# WORK REQUEST
This exercise calls for copying every line below that holds the word "compass".

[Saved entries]
────────────────

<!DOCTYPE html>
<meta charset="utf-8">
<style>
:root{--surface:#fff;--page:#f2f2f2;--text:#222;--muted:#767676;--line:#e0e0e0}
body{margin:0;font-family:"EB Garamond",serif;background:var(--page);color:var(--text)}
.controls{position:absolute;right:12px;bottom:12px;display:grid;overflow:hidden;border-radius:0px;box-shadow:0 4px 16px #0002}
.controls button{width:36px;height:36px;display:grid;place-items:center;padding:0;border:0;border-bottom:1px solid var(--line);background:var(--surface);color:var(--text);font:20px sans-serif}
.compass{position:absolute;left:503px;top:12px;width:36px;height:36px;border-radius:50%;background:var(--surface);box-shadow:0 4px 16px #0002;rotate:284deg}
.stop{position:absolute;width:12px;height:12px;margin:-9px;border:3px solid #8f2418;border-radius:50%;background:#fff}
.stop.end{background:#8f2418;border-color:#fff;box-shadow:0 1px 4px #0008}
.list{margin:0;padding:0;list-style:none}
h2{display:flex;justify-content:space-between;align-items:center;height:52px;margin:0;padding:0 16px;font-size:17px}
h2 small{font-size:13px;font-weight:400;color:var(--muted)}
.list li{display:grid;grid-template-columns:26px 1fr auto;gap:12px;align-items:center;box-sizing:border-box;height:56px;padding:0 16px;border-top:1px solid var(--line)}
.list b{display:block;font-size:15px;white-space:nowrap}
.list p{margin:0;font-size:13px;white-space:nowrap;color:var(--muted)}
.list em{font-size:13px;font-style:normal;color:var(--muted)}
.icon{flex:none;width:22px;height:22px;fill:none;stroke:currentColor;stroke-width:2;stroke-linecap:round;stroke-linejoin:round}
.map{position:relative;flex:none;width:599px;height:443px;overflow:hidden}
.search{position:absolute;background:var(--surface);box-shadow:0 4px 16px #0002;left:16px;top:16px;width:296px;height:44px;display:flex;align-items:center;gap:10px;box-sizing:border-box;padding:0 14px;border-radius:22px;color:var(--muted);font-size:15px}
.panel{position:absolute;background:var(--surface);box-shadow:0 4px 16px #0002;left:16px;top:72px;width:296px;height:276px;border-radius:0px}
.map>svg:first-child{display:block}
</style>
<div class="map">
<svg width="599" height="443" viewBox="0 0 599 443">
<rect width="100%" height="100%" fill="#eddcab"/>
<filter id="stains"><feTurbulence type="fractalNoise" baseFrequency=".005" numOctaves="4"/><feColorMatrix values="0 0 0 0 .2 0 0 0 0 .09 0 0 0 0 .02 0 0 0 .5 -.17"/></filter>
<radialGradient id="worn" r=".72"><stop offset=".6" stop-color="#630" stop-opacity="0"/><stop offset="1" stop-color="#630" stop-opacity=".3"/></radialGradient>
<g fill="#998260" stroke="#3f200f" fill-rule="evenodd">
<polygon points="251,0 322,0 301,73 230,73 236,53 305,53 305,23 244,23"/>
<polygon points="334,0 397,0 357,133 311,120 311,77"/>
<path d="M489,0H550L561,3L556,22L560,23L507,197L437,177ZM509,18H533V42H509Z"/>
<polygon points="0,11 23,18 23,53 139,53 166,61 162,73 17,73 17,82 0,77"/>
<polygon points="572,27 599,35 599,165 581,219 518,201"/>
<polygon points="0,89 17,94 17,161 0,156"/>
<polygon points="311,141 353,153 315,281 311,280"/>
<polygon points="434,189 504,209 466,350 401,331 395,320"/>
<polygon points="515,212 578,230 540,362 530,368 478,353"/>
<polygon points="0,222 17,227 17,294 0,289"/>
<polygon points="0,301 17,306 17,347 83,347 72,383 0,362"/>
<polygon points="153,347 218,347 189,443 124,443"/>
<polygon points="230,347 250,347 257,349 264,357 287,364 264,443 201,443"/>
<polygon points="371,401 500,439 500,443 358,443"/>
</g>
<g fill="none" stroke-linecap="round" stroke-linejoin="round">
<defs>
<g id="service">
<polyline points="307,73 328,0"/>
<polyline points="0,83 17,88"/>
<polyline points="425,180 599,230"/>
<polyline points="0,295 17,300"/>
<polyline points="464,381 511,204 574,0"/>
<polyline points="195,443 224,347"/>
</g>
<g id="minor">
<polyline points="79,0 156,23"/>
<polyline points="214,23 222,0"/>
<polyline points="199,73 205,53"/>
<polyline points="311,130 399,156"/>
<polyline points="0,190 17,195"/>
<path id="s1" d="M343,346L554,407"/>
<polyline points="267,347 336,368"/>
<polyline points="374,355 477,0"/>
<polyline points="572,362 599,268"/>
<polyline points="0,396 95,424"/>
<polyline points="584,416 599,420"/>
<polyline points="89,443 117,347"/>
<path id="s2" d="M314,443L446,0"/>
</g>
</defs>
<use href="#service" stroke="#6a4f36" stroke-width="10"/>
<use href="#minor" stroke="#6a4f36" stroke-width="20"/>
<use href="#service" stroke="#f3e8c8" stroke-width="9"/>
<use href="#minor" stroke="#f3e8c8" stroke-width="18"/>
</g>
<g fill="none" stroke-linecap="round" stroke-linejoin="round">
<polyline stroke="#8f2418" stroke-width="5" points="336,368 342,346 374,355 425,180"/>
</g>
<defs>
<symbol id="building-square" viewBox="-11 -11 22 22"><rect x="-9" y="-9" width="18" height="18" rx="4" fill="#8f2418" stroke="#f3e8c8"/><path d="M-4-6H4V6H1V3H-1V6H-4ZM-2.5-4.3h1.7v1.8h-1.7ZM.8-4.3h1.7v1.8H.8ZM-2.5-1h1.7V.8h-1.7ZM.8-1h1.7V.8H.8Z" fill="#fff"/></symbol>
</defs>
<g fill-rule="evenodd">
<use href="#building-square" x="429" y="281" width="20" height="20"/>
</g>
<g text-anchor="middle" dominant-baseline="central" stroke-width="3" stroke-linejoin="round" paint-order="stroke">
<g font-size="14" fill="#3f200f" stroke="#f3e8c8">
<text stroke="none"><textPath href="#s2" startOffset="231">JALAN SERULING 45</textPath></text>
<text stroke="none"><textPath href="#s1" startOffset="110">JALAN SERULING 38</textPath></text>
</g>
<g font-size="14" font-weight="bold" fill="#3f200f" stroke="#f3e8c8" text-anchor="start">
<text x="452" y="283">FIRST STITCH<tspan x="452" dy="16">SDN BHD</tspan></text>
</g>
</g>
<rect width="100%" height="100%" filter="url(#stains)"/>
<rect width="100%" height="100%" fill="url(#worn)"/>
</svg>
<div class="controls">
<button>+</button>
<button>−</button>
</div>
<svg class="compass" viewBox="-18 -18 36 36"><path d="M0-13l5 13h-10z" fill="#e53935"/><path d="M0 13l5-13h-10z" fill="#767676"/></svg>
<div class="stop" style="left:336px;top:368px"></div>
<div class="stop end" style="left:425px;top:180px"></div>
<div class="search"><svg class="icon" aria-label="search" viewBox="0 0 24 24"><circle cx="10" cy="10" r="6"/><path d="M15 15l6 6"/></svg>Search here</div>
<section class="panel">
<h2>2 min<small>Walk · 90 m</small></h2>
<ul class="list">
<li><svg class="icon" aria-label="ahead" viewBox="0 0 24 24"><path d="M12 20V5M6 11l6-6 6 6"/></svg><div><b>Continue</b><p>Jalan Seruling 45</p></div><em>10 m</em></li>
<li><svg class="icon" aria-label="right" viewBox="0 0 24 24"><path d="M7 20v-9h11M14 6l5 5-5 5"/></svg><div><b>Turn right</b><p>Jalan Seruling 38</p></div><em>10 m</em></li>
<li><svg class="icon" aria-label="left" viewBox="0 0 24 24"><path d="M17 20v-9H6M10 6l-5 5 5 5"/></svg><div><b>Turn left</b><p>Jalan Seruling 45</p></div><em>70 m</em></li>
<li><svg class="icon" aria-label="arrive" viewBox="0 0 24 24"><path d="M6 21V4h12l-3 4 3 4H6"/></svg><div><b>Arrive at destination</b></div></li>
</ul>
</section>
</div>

────────────────

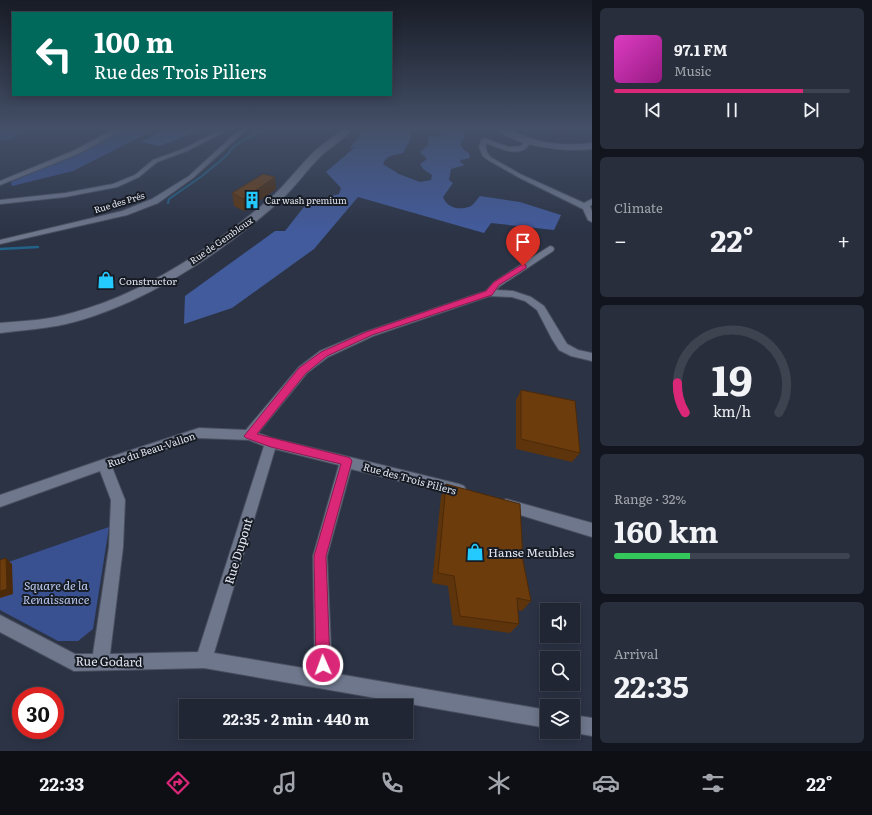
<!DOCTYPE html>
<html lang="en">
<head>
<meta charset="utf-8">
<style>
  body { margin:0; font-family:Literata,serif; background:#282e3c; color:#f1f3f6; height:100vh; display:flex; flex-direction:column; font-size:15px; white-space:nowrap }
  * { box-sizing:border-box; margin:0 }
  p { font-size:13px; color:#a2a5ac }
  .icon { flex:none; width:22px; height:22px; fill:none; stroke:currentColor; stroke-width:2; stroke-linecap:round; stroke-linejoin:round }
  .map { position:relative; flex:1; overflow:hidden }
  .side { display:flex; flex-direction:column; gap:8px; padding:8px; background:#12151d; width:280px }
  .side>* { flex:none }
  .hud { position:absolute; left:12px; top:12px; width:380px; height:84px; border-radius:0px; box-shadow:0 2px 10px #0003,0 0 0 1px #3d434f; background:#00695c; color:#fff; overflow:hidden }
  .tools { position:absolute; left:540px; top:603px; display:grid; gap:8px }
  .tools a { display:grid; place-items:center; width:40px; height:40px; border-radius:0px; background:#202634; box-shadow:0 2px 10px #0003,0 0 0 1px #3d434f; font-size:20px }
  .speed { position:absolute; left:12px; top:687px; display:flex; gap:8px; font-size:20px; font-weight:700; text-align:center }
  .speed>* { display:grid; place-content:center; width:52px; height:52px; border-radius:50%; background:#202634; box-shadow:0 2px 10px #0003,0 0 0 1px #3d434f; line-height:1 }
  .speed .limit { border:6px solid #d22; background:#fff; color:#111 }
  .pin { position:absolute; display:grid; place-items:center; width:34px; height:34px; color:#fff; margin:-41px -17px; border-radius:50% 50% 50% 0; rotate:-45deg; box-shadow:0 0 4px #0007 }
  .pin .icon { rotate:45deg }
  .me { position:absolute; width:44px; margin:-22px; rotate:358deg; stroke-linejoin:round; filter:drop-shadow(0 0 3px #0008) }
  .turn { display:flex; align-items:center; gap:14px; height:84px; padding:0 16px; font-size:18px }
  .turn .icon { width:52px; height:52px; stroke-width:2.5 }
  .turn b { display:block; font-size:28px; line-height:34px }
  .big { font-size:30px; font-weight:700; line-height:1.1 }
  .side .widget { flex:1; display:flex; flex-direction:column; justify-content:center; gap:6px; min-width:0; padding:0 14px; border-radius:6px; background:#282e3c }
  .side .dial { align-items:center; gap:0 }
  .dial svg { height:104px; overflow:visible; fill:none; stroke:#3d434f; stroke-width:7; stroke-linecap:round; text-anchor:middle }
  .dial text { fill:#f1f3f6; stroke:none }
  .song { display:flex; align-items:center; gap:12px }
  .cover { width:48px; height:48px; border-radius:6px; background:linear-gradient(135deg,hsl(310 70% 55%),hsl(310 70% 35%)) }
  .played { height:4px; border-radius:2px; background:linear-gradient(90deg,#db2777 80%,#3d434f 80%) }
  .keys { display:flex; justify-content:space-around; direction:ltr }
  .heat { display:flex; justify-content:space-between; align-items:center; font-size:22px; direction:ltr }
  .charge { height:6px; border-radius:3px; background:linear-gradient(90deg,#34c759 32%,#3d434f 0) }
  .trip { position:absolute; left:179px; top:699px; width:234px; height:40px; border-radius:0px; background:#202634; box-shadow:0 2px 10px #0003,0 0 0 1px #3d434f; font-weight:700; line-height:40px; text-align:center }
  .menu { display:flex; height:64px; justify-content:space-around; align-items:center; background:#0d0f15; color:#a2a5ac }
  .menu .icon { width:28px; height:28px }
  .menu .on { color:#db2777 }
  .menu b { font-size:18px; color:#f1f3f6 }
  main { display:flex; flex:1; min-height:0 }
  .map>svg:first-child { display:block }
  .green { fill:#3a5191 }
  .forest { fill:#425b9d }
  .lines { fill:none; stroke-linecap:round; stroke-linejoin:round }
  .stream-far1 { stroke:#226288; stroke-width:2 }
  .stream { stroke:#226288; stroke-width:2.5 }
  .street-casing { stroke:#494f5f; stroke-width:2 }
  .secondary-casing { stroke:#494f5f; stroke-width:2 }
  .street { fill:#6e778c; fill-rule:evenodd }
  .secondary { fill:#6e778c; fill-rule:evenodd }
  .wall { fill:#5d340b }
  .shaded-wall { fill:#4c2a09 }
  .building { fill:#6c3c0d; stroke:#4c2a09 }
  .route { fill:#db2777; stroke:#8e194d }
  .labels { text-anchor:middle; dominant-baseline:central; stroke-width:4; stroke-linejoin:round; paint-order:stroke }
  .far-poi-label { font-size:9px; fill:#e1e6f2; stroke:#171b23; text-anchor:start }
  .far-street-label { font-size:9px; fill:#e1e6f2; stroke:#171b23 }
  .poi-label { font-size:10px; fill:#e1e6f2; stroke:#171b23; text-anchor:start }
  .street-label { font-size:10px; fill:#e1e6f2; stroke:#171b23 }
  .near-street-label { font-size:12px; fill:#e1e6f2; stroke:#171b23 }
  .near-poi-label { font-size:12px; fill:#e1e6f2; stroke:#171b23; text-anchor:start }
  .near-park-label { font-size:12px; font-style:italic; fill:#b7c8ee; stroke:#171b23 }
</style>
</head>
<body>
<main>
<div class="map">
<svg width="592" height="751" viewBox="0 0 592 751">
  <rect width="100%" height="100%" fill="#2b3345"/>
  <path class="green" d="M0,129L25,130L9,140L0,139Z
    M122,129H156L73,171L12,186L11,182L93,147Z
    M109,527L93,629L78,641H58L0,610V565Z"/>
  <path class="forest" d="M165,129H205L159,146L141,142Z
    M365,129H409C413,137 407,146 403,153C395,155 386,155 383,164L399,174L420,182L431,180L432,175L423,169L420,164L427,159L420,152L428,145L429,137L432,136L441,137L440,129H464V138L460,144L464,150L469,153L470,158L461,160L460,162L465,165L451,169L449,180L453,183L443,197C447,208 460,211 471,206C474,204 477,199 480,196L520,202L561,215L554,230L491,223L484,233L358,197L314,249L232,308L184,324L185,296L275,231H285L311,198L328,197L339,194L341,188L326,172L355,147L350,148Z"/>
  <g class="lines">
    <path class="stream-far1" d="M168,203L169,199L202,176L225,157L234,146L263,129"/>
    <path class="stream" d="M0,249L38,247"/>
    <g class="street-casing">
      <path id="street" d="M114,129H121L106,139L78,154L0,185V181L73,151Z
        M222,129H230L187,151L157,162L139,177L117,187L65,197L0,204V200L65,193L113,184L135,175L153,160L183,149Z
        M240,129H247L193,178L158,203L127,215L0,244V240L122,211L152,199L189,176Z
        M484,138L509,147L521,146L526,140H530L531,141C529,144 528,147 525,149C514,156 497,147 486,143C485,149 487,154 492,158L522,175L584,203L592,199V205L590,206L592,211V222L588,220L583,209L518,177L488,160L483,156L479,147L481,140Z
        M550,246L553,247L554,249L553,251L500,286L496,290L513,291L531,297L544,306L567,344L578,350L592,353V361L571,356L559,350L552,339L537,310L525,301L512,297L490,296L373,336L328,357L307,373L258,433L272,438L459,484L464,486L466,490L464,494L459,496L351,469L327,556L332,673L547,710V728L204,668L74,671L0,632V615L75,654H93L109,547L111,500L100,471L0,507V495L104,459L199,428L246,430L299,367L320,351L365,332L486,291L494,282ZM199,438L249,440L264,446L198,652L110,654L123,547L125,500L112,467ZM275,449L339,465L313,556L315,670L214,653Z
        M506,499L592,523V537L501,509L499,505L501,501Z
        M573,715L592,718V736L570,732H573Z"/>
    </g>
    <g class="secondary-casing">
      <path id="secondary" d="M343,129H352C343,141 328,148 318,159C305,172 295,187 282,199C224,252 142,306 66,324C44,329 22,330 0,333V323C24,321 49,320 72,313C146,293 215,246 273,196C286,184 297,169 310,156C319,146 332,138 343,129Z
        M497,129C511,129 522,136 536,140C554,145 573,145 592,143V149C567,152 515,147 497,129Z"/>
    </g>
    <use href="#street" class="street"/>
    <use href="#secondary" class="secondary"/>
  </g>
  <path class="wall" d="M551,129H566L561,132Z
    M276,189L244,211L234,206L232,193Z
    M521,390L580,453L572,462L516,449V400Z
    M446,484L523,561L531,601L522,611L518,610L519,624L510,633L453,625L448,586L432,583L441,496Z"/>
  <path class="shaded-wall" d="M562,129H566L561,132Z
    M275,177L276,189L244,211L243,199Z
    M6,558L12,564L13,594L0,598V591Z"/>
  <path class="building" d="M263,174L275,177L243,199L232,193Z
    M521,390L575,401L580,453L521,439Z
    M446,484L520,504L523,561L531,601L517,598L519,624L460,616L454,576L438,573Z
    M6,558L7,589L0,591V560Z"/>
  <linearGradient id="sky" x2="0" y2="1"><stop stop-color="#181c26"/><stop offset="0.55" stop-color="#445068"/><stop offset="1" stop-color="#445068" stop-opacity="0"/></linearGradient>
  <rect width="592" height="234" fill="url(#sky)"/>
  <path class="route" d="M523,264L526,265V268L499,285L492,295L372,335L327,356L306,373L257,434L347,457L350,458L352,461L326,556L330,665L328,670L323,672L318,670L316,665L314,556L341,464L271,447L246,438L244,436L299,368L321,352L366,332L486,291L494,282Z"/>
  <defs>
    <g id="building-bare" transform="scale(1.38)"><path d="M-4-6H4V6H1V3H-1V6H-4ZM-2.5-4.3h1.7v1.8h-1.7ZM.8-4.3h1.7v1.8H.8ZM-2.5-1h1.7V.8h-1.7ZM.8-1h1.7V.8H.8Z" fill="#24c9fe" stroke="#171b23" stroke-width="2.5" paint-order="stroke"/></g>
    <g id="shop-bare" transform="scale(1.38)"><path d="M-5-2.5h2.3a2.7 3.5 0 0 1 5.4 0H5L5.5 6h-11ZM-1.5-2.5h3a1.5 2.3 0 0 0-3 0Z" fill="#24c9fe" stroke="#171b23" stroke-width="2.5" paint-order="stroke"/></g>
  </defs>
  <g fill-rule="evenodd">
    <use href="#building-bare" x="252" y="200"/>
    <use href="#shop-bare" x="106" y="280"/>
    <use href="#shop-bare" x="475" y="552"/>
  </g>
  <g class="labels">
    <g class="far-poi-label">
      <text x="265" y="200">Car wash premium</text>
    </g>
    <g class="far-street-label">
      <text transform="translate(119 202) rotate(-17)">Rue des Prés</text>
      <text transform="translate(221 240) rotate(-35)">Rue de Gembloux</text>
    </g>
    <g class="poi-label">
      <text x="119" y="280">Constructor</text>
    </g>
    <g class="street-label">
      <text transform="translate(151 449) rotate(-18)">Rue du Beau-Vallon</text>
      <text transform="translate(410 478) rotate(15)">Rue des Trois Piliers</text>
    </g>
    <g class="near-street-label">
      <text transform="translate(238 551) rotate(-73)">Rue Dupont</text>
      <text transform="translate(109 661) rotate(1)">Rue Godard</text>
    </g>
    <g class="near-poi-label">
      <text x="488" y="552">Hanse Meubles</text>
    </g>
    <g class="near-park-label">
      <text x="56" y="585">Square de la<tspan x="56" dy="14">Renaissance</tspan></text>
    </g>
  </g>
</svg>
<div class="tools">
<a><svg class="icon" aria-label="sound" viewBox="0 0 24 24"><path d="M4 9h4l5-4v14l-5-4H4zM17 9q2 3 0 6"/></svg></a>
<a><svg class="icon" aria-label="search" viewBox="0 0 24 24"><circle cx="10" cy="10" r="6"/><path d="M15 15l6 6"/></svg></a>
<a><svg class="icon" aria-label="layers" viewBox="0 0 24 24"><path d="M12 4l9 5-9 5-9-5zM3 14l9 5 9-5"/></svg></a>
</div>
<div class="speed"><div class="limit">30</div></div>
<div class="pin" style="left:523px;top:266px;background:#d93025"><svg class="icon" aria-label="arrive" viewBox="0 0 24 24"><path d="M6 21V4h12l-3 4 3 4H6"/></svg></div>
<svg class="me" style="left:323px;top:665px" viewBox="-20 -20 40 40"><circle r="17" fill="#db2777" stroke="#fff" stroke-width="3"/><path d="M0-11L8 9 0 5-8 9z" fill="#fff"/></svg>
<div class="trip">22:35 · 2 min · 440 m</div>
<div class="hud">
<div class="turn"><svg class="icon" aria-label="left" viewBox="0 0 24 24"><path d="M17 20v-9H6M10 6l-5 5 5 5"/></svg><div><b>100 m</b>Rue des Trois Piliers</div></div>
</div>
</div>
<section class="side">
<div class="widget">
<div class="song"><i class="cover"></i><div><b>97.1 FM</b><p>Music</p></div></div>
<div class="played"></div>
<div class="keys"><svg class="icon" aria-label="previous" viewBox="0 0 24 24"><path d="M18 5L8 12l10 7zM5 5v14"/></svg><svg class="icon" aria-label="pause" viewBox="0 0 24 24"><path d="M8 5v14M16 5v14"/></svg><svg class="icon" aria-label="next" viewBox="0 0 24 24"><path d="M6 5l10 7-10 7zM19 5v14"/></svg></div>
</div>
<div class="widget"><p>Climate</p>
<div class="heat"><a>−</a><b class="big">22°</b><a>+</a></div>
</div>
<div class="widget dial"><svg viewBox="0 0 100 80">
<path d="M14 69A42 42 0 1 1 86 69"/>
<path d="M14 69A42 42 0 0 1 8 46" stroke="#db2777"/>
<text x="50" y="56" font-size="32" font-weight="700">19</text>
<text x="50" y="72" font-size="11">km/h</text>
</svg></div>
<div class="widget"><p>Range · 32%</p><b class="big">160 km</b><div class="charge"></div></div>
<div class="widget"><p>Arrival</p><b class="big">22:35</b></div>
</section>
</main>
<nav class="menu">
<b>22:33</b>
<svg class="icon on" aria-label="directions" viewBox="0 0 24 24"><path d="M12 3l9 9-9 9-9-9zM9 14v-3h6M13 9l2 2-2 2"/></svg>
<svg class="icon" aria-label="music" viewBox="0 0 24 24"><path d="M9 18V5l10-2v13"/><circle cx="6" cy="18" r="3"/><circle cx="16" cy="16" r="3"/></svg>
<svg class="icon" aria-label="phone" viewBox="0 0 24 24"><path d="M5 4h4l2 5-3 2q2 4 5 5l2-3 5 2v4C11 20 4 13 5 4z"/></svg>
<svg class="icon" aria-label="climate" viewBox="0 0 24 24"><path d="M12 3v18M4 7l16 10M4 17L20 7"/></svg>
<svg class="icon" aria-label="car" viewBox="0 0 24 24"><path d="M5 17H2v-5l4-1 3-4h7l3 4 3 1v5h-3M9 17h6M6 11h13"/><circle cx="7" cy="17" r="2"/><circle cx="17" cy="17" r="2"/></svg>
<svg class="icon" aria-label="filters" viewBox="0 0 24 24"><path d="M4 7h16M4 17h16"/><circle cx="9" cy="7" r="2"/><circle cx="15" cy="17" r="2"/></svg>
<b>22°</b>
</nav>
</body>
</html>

────────────────

# EXPECTED ANSWER
.compass{position:absolute;left:503px;top:12px;width:36px;height:36px;border-radius:50%;background:var(--surface);box-shadow:0 4px 16px #0002;rotate:284deg}
<svg class="compass" viewBox="-18 -18 36 36"><path d="M0-13l5 13h-10z" fill="#e53935"/><path d="M0 13l5-13h-10z" fill="#767676"/></svg>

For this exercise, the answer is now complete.